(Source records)
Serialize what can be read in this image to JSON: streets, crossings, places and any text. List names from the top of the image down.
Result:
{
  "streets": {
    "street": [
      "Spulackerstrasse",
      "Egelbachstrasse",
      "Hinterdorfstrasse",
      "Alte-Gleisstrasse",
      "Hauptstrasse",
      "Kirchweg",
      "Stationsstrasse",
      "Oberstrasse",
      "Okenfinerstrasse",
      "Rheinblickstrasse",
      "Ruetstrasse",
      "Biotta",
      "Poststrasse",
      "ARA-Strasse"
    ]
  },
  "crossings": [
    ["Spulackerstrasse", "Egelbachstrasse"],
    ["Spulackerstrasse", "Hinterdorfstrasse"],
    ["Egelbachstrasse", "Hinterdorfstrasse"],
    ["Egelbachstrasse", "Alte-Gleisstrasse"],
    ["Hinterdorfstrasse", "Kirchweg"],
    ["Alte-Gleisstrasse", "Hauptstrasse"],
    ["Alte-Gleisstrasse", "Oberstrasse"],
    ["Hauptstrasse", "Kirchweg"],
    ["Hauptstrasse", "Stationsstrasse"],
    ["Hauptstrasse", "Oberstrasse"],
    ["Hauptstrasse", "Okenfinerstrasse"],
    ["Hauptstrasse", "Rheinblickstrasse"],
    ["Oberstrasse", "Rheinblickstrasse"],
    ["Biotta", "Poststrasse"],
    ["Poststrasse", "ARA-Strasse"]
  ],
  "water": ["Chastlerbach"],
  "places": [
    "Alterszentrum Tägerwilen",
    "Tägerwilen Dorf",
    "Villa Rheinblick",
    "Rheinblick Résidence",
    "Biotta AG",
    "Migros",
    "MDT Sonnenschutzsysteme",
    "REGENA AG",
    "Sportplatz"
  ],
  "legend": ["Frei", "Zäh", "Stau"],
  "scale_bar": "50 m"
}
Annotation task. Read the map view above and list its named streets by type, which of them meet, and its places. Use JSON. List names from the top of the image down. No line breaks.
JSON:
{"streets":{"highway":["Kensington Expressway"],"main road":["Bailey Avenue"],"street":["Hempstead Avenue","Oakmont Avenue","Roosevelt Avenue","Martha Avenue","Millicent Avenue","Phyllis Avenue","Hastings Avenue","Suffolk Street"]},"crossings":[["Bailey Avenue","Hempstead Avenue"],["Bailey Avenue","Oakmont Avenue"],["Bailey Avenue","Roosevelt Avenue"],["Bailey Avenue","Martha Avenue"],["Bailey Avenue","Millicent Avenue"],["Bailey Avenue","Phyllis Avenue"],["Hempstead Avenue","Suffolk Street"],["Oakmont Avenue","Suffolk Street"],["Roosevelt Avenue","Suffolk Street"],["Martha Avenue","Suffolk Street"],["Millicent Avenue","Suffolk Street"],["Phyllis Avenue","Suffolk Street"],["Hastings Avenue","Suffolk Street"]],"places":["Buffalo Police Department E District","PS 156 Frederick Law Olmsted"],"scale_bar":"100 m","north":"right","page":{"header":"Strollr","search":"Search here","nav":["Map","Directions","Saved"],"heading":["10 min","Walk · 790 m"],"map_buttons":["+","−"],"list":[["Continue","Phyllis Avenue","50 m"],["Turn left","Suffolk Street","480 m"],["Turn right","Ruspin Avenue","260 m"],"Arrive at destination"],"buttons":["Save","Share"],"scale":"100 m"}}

### Problem to work on
Transcribe every record exactly.

### Answer box
Serialize what can be read in this image to JSON: streets, crossings, places and any text. List names from the top of the image down.
Result:
{
  "streets": {
    "street": [
      "Spulackerstrasse",
      "Egelbachstrasse",
      "Hinterdorfstrasse",
      "Alte-Gleisstrasse",
      "Hauptstrasse",
      "Kirchweg",
      "Stationsstrasse",
      "Oberstrasse",
      "Okenfinerstrasse",
      "Rheinblickstrasse",
      "Ruetstrasse",
      "Biotta",
      "Poststrasse",
      "ARA-Strasse"
    ]
  },
  "crossings": [
    ["Spulackerstrasse", "Egelbachstrasse"],
    ["Spulackerstrasse", "Hinterdorfstrasse"],
    ["Egelbachstrasse", "Hinterdorfstrasse"],
    ["Egelbachstrasse", "Alte-Gleisstrasse"],
    ["Hinterdorfstrasse", "Kirchweg"],
    ["Alte-Gleisstrasse", "Hauptstrasse"],
    ["Alte-Gleisstrasse", "Oberstrasse"],
    ["Hauptstrasse", "Kirchweg"],
    ["Hauptstrasse", "Stationsstrasse"],
    ["Hauptstrasse", "Oberstrasse"],
    ["Hauptstrasse", "Okenfinerstrasse"],
    ["Hauptstrasse", "Rheinblickstrasse"],
    ["Oberstrasse", "Rheinblickstrasse"],
    ["Biotta", "Poststrasse"],
    ["Poststrasse", "ARA-Strasse"]
  ],
  "water": ["Chastlerbach"],
  "places": [
    "Alterszentrum Tägerwilen",
    "Tägerwilen Dorf",
    "Villa Rheinblick",
    "Rheinblick Résidence",
    "Biotta AG",
    "Migros",
    "MDT Sonnenschutzsysteme",
    "REGENA AG",
    "Sportplatz"
  ],
  "legend": ["Frei", "Zäh", "Stau"],
  "scale_bar": "50 m"
}
Annotation task. Read the map view above and list its named streets by type, which of them meet, and its places. Use JSON. List names from the top of the image down. No line breaks.
JSON:
{"streets":{"highway":["Kensington Expressway"],"main road":["Bailey Avenue"],"street":["Hempstead Avenue","Oakmont Avenue","Roosevelt Avenue","Martha Avenue","Millicent Avenue","Phyllis Avenue","Hastings Avenue","Suffolk Street"]},"crossings":[["Bailey Avenue","Hempstead Avenue"],["Bailey Avenue","Oakmont Avenue"],["Bailey Avenue","Roosevelt Avenue"],["Bailey Avenue","Martha Avenue"],["Bailey Avenue","Millicent Avenue"],["Bailey Avenue","Phyllis Avenue"],["Hempstead Avenue","Suffolk Street"],["Oakmont Avenue","Suffolk Street"],["Roosevelt Avenue","Suffolk Street"],["Martha Avenue","Suffolk Street"],["Millicent Avenue","Suffolk Street"],["Phyllis Avenue","Suffolk Street"],["Hastings Avenue","Suffolk Street"]],"places":["Buffalo Police Department E District","PS 156 Frederick Law Olmsted"],"scale_bar":"100 m","north":"right","page":{"header":"Strollr","search":"Search here","nav":["Map","Directions","Saved"],"heading":["10 min","Walk · 790 m"],"map_buttons":["+","−"],"list":[["Continue","Phyllis Avenue","50 m"],["Turn left","Suffolk Street","480 m"],["Turn right","Ruspin Avenue","260 m"],"Arrive at destination"],"buttons":["Save","Share"],"scale":"100 m"}}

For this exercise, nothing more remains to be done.